Grace of God Sermoncast

Mark 10:28-45. "How Do We Expect To Enter Jerusalem?"

Pastor Tim Walsh

 In this sermon based on Mark 10:28-45, Tim reflects on how Jesus' disciples misunderstood his mission and the nature of his kingdom. As they journeyed to Jerusalem, the disciples expected to enter the city with honor and influence, as trusted followers of a victorious leader. They believed their sacrifices for Jesus would earn them special rewards, much like an example stated by Tim: purchasing a first-class ticket expecting certain privileges but being re-assigned to a different class. However, Jesus repeatedly explained that his mission involved suffering, sacrifice, and service, not personal gain or glory. The disciples, like many today, misinterpreted Jesus' promise of receiving "a hundred times" what they had given up, thinking it referred to material rewards rather than the spiritual and communal blessings found in the church.

This sermon warns us against approaching the Christian church with expectations of entitlement or personal benefit. Just as James and John sought positions of honor, many believers today may feel entitled to influence or recognition based on their contributions or involvement in the church. However, the true call of discipleship, as modeled by Jesus, is one of humility, service, and sacrifice. Christ came not to be served but to serve, and the Christian life is meant to follow this example. The church is not a place for seeking personal glory but a community where believers support one another and reflect the selfless love of Christ.

This Sunday sermon, based on Mark 10 verses 28-45 , was preached at Grace of God Lutheran Church on October 20, 2024.  This sermon is preached by Pastor Timothy J. Walsh, a member of WELS (Wisconsin Evangelical Lutheran Synod). Scripture selections come from the New International Version.

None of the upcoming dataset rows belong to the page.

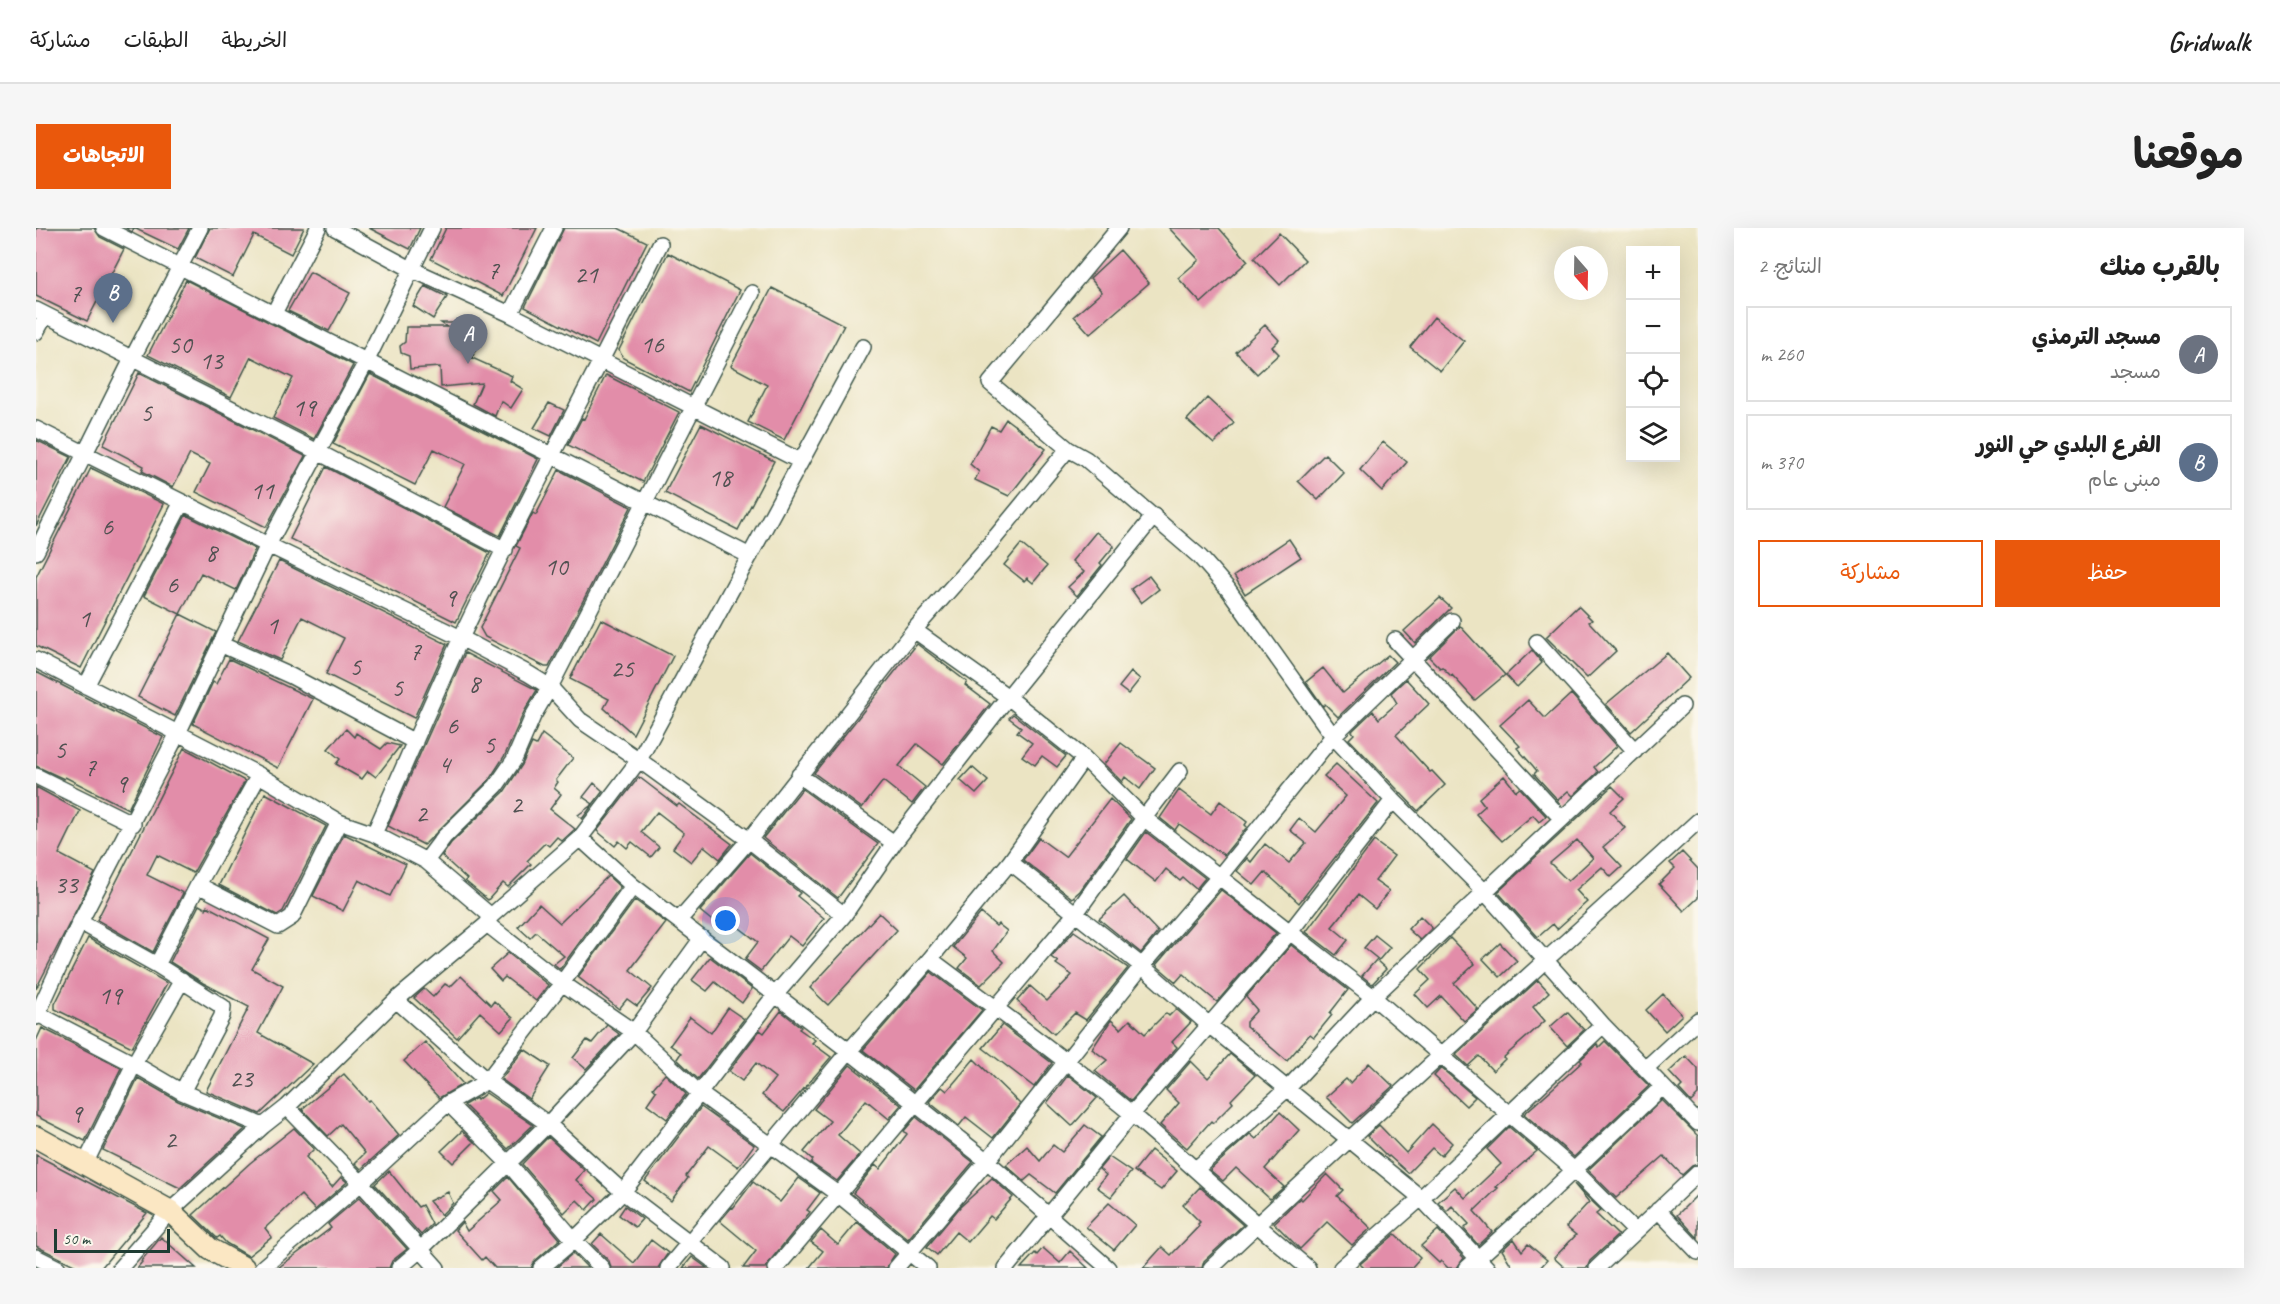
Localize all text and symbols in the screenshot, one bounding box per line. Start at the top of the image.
text: Gridwalk [2168,24,2250,59]
text: مشاركة [30,27,91,53]
text: الطبقات [124,27,189,53]
text: الخريطة [222,27,287,53]
button: الاتجاهات [36,124,171,189]
text: موقعنا [2133,128,2244,181]
north arrow [1554,246,1608,300]
map controls [1626,246,1680,462]
button: + [1626,246,1680,300]
text: بالقرب منك [2100,250,2220,283]
house number: 7 [487,254,500,287]
text: النتائج: 2 [1758,254,1822,279]
house number: 21 [574,258,599,291]
pin: B [94,274,133,323]
house number: 7 [69,277,82,310]
button: − [1626,300,1680,354]
pin: A [448,314,488,364]
text: مسجد الترمذي [2032,323,2161,351]
house number: 50 [168,328,194,361]
house number: 16 [640,328,665,361]
text: 260 m [1760,342,1803,367]
text: A [2193,342,2204,367]
house number: 13 [199,344,225,377]
button: locate [1626,354,1680,408]
text: مسجد [2110,359,2161,384]
house number: 19 [292,391,318,424]
house number: 5 [140,396,153,429]
button: layers [1626,408,1680,462]
text: الفرع البلدي حي النور [1976,431,2161,459]
text: 370 m [1760,450,1803,475]
text: B [2193,450,2204,475]
house number: 18 [708,461,734,494]
text: مبنى عام [2088,467,2161,492]
house number: 11 [250,474,275,507]
house number: 6 [101,510,114,543]
house number: 8 [205,536,219,569]
button: مشاركة [1758,540,1983,607]
button: حفظ [1995,540,2220,607]
house number: 10 [544,550,570,583]
house number: 6 [166,568,179,601]
house number: 9 [444,581,458,614]
house number: 1 [78,602,91,635]
house number: 1 [266,609,279,642]
house number: 7 [409,635,422,668]
house number: 5 [349,650,362,683]
house number: 25 [610,652,635,685]
house number: 8 [468,667,482,700]
house number: 5 [391,671,404,704]
house number: 6 [446,709,459,742]
house number: 5 [483,728,496,761]
house number: 5 [54,733,67,766]
house number: 4 [438,748,452,781]
house number: 7 [84,751,97,784]
house number: 9 [115,767,129,800]
house number: 2 [510,788,524,821]
house number: 2 [415,797,429,830]
house number: 33 [54,868,80,901]
your location [711,906,740,935]
house number: 19 [98,979,124,1012]
house number: 23 [229,1062,255,1095]
house number: 9 [70,1097,84,1130]
house number: 2 [164,1123,178,1156]
scale bar [54,1226,170,1254]
text: 50 m [63,1229,90,1249]

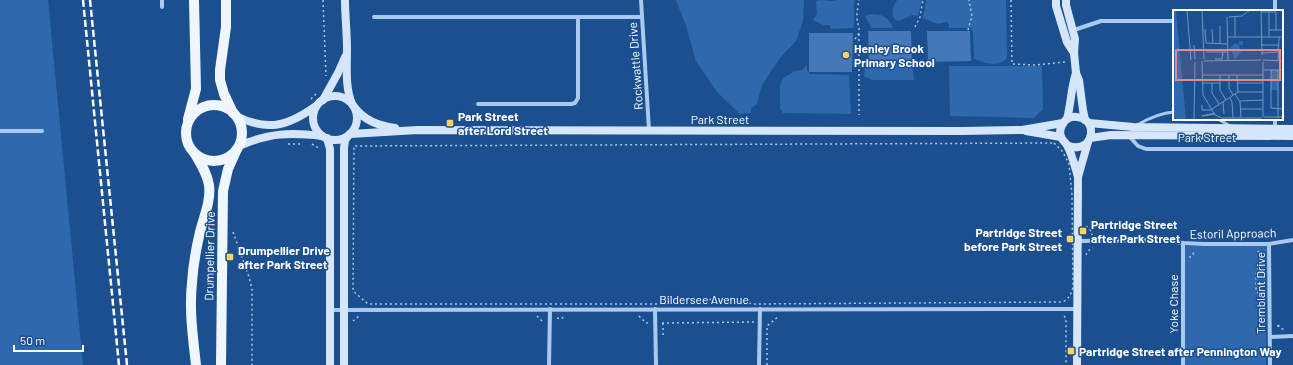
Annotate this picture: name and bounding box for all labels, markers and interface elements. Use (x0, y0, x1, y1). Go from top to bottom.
inset map (1173, 10, 1283, 120)
street label: Rockwattle Drive (625, 22, 645, 110)
place label: Henley Brook Primary School (854, 41, 935, 69)
marker: Henley Brook Primary School (841, 50, 851, 60)
place label: Park Street after Lord Street (458, 109, 548, 137)
street label: Park Street (691, 112, 749, 126)
marker: Park Street after Lord Street (445, 118, 455, 128)
street label: Park Street (1178, 130, 1236, 144)
street label: Drumpellier Drive (201, 211, 217, 301)
place label: Partridge Street after Park Street (1091, 217, 1181, 245)
place label: Partridge Street before Park Street (964, 225, 1062, 253)
street label: Estoril Approach (1190, 225, 1276, 241)
marker: Partridge Street after Park Street (1078, 226, 1088, 236)
marker: Partridge Street before Park Street (1065, 234, 1075, 244)
place label: Drumpellier Drive after Park Street (238, 243, 330, 271)
marker: Drumpellier Drive after Park Street (225, 252, 235, 262)
street label: Tremblant Drive (1253, 252, 1267, 334)
street label: Yoke Chase (1166, 274, 1180, 334)
street label: Bildersee Avenue (659, 292, 749, 306)
scale bar (14, 327, 83, 353)
text: 50 m (20, 333, 45, 347)
place label: Partridge Street after Pennington Way (1079, 344, 1282, 358)
marker: Partridge Street after Pennington Way (1066, 346, 1076, 356)

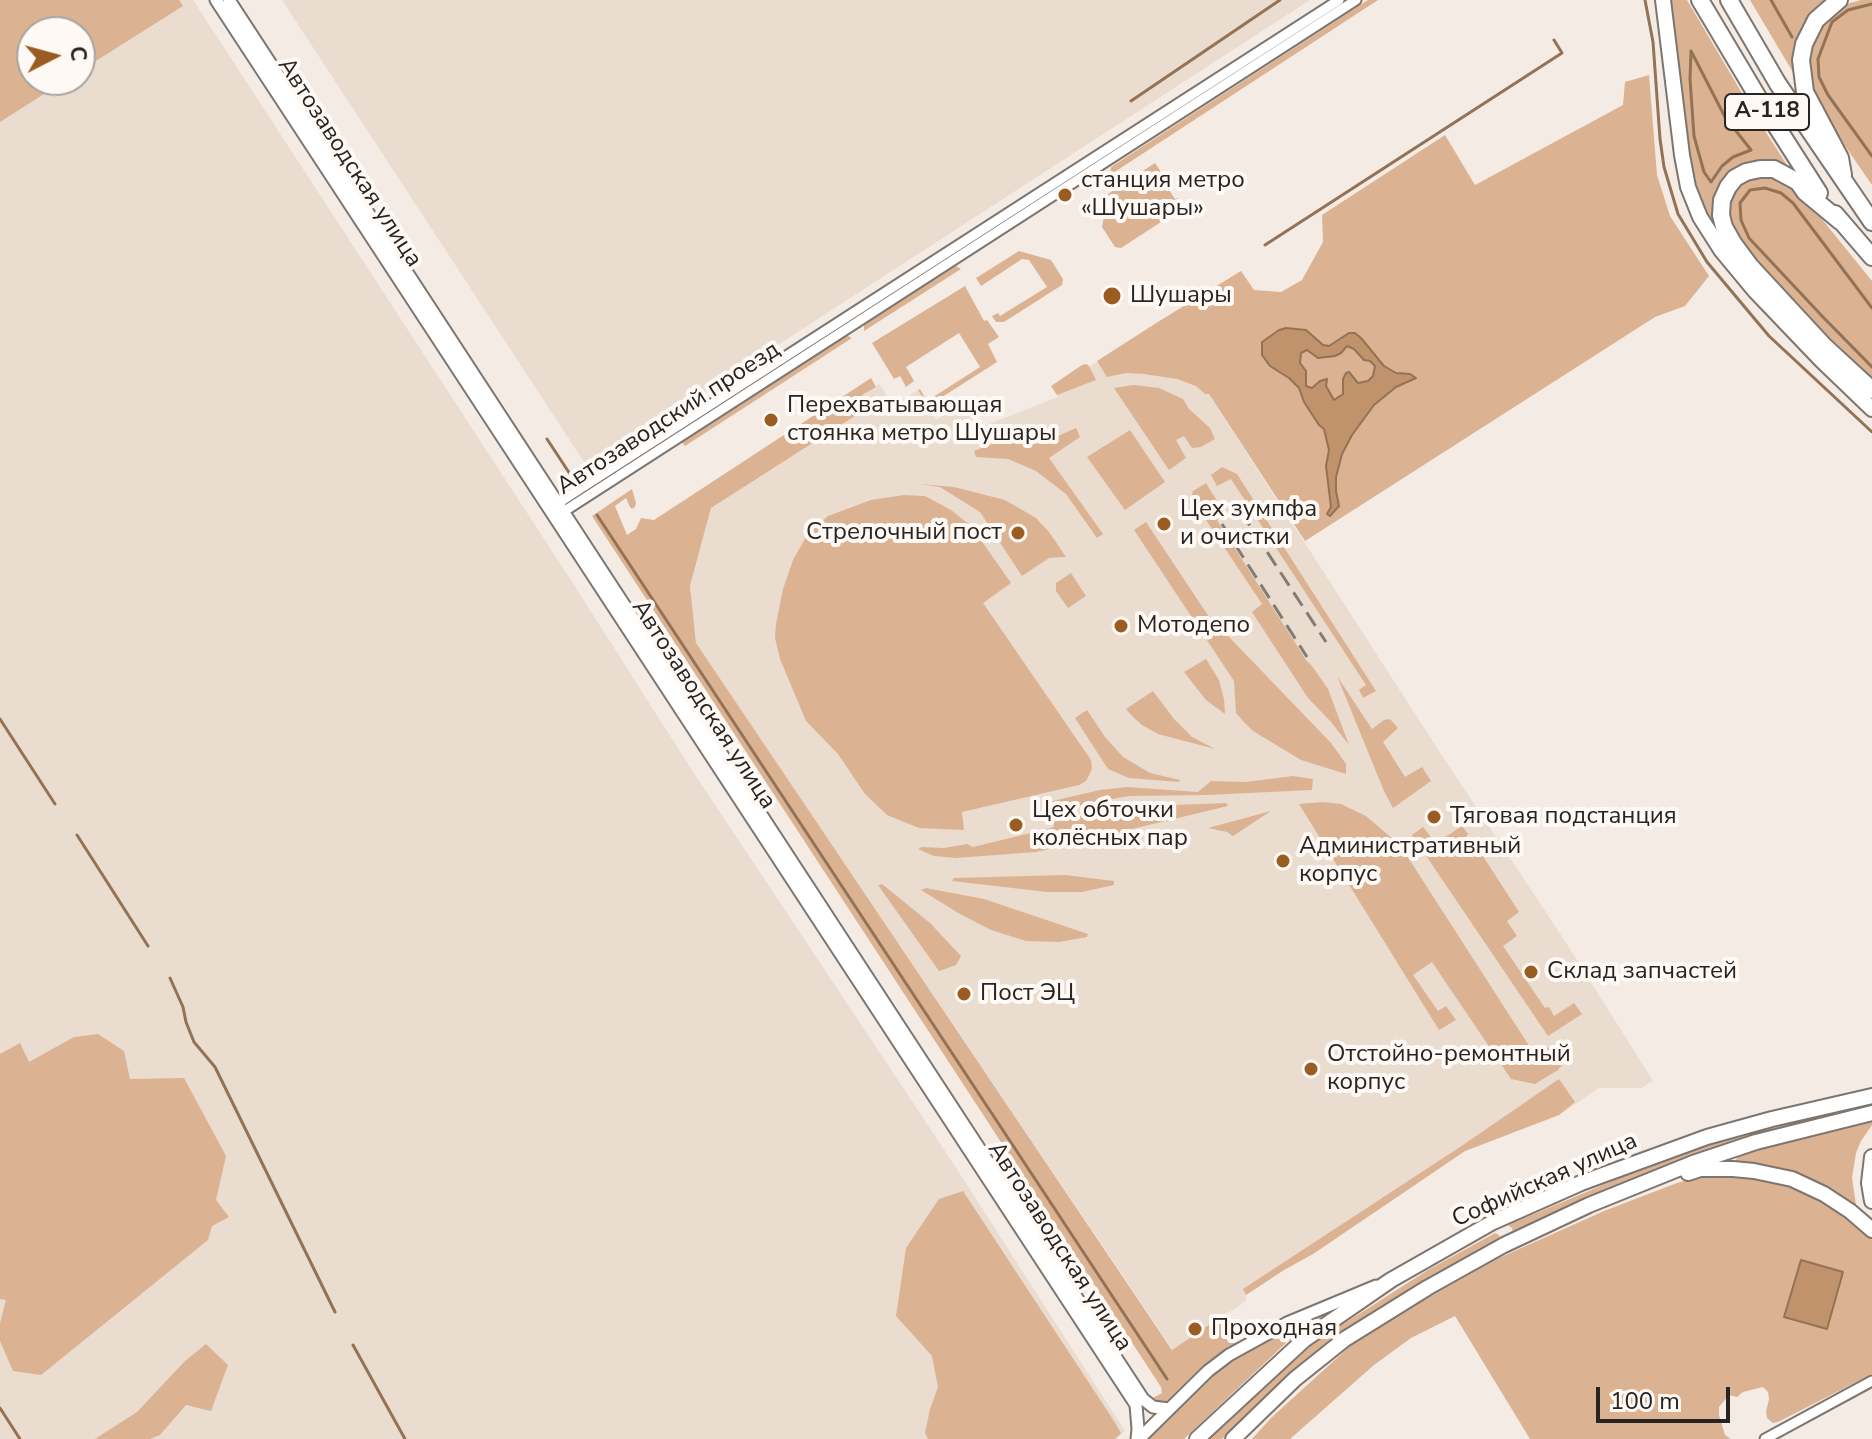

Intro Music "On the Way" by Vlad Gluschenko https://soundcloud.com/vgl9
Creative Commons — Attribution 3.0 Unported — CC BY 3.0

Outro Music "Divenire" by Ludovico Einaudi
copyright (℗) by: Ludovico Einaudi (in 2006)         

Support the show

Find out more about our church and support Grace of God's ministry at linktr.ee/graceofgodlongisland

Intro music is “On The Way” by Vlad Gluschenko, at soundcloud.com/vgl9.

Friends, peace to you in Jesus’ name; Jesus, who came not to be served, but to serve. Amen.


I have never flown above economy class. I’m always a little jealous - I’ll confess - a little jealous as I walk past the folks in the front of the plane there, with their extra leg room and their complimentary blankets.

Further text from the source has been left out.